Kasus penetapan UU Cipta Kerja yang marak pada tahun 2021 lalu dapat menjadi pembelajaran bagi kita semua agar dapat lebih aware dan berhati-hati dalam menggunakan hak suara kita ketika pemilu dan perda.
Hal ini dilakukan supaya nantinya kita tidak menyesal ketika suara kita tidak lagi didengarkan.
Merujuk pada survei yang telah dilakukan oleh Centre for Strategic and International Study (CSIS) pada 15 hingga 22 Maret 2019 (sebulan sebelum pemilu dilaksanakan), tercatat hanya 44,8 persen responden yang mengaku sudah memiliki caleg pilihan mereka.

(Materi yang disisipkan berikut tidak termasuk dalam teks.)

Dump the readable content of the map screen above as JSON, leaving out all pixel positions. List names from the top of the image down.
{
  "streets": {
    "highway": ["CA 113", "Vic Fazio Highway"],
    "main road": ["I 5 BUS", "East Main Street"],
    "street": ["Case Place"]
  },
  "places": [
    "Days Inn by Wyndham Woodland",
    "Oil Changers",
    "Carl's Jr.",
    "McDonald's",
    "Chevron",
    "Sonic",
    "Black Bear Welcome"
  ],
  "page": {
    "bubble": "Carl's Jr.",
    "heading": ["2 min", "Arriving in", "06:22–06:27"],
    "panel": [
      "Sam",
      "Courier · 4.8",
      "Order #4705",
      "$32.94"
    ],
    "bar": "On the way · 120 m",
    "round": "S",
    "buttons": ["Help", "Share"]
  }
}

Sementara, 18,7 persen mengaku akan memilih partai politik dan sisanya 36,5 persen mengaku belum memiliki pilihan baik itu untuk caleg ataupun partai politik.
Dilansir dari Kompas, menurut Anya Fernandez seorang peneliti CSIS mengungkapkan bahwa hal ini dapat terjadi karena perhatian publik terlalu tersedot oleh pemilihan pilpres.

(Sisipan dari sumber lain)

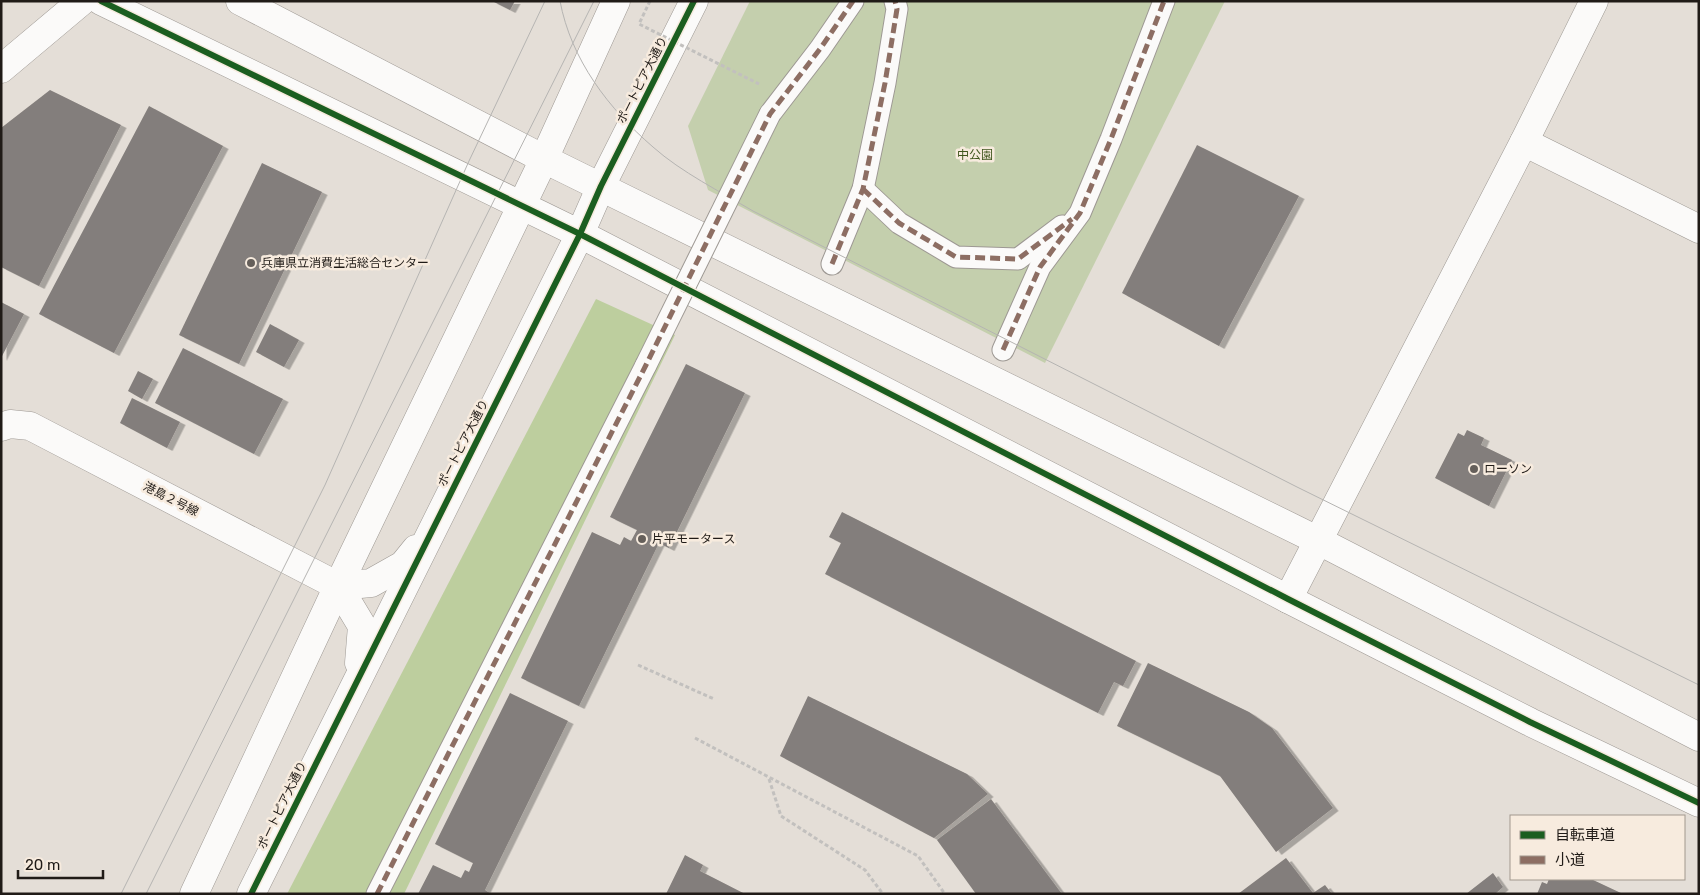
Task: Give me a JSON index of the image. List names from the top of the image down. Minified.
{"streets":{"street":["ポートピア大通り","港島２号線"]},"parks":["中公園"],"places":["兵庫県立消費生活総合センター","ローソン","片平モータース"],"legend":["自転車道","小道"],"scale_bar":"20 m"}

Sehingga, banyak masyarakat yang hanya berfokus untuk memilih calon presiden dan wakil presidennya saja dibandingkan pemilihan legislatif.
Hal ini juga terbukti dengan adanya survei yang sama yang menunjukkan hasil bahwa hanya14,1 persen saja responden yang belum memutuskan pada pemilihan pilpres.

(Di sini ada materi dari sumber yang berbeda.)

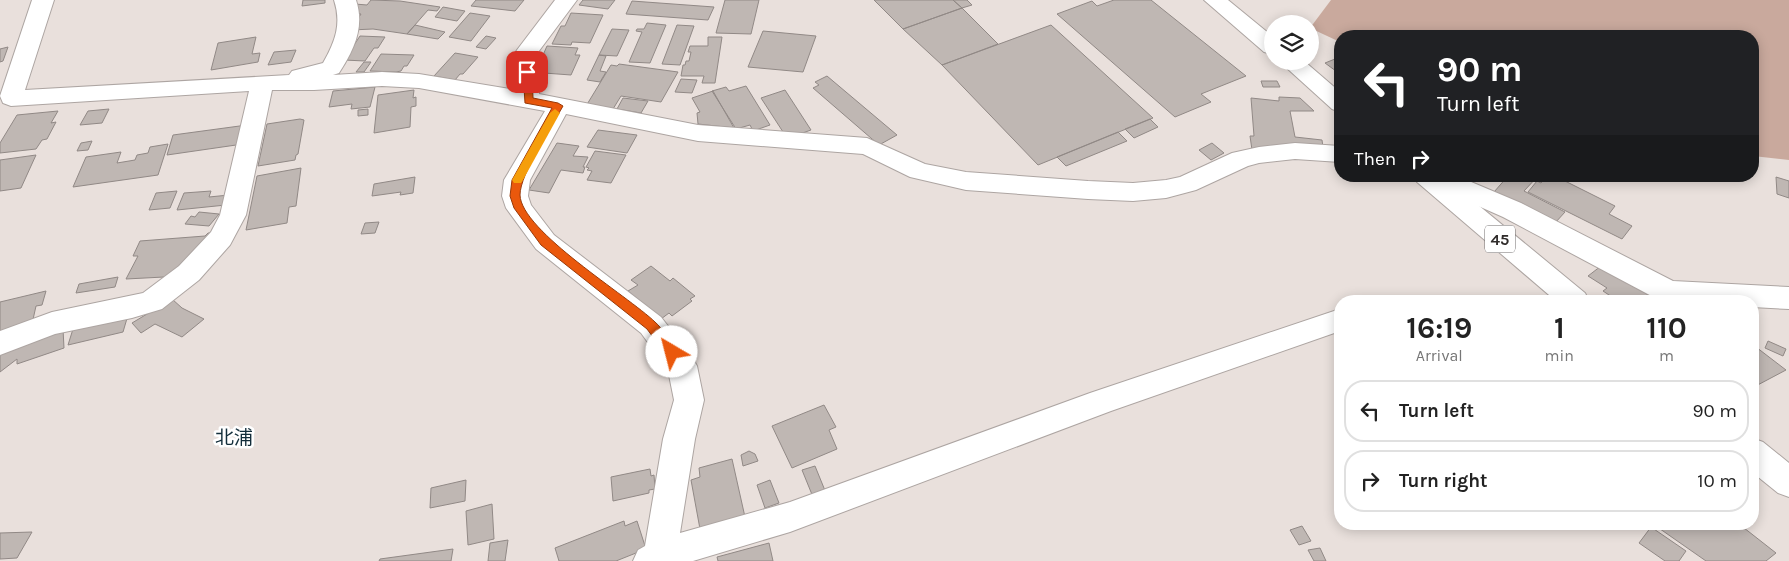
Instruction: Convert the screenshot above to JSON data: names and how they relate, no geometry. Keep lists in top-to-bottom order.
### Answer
{
  "streets": {
    "street": ["45"]
  },
  "districts": ["北浦"],
  "page": {
    "turn": ["90 m", "Turn left"],
    "then": "Then",
    "eta": [
      "16:19",
      "Arrival",
      "1",
      "min",
      "110",
      "m"
    ],
    "list": [
      {
        "name": "Turn left",
        "value": "90 m"
      },
      {
        "name": "Turn right",
        "value": "10 m"
      }
    ]
  }
}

Diketahui bahwa survei CSIS tersebut dilakukan terhadap 2000 responden dengan menggunakan metode acak dan tingkat kepercayaan 95 persen serta margin of error lebih kurang 2,21 persen.
Tentunya bukanlah perkara mudah bagi kita untuk mengenal seluruh calon legislatif, mengingat ada banyak calon DPR, DPD, dan sebagainya.
Sehingga, dibutuhkan waktu yang panjang untuk dapat mencari tahu profil dari calon legislatif tersebut satu per satu.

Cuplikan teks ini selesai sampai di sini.